Based on prior knowledge, we can analyze the relationship between the feature "poutcome" and the target variable "Does this client subscribe to a term deposit?".

The "poutcome" feature represents the outcome of the previous marketing campaign. It contains categorical variables with the following categories: ['unknown', 'failure', 'other', 'success'].

To analyze the relationship, we can look at the distribution of each category in relation to the target variable. We can calculate the percentage of clients who subscribed to a term deposit for each category of "poutcome".

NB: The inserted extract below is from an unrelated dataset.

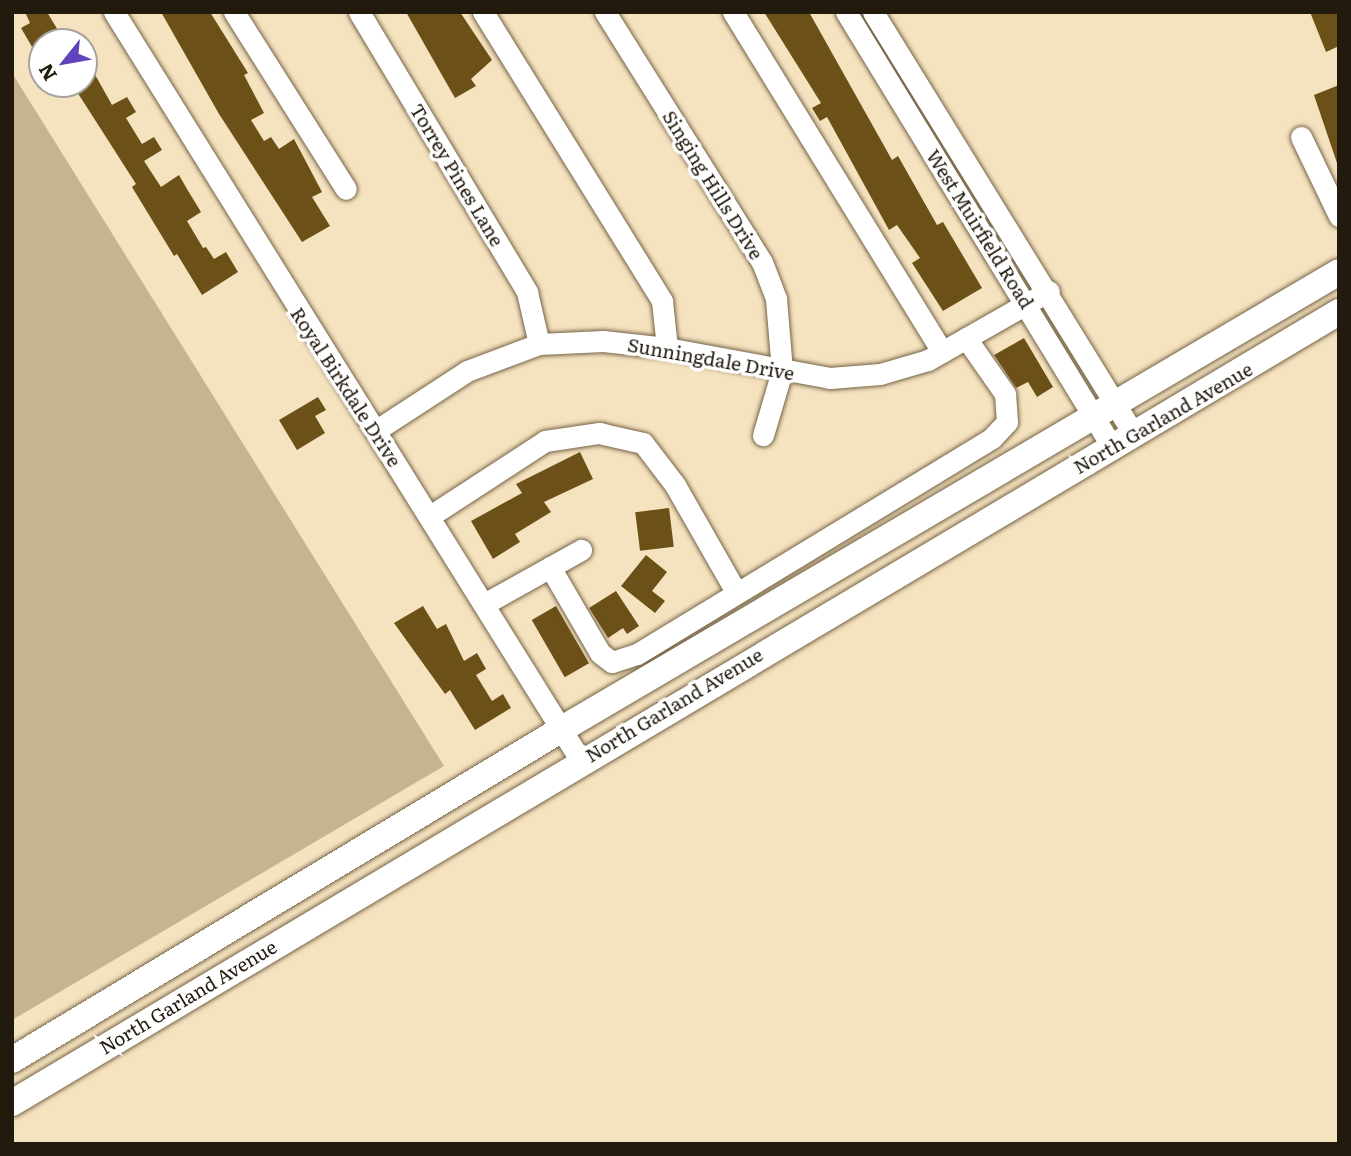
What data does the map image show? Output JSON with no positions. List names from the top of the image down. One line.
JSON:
{"streets":{"main road":["North Garland Avenue"],"street":["Torrey Pines Lane","Singing Hills Drive","West Muirfield Road","Sunningdale Drive","Royal Birkdale Drive"]},"crossings":[["Torrey Pines Lane","Sunningdale Drive"],["Singing Hills Drive","Sunningdale Drive"],["West Muirfield Road","Sunningdale Drive"],["West Muirfield Road","North Garland Avenue"],["Sunningdale Drive","Royal Birkdale Drive"],["Royal Birkdale Drive","North Garland Avenue"]],"north":"bottom left"}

Let's assume the dataset contains 1000 sample points, out of which 500 clients subscribed to a term deposit (target value: "yes") and 500 did not (target value: "no"). The distribution of "poutcome" for each target class could be as follows:

Target Class "no":
- Unknown: 400 clients
- Failure: 200 clients
- Other: 100 clients
- Success: 150 clients

Target Class "yes":
- Unknown: 100 clients
- Failure: 150 clients
- Other: 50 clients
- Success: 200 clients

Based on this analysis, we can now construct the dictionary:

```json
{
	"no": ["unknown", "failure", "other", "success"],
	"yes": ["unknown", "failure", "other", "success"]
}
```

Please note that the values "unknown", "failure", "other", and "success" are assumptions made for the purpose of this analysis. In an actual analysis, you would need to compute the actual frequencies or percentages from your dataset.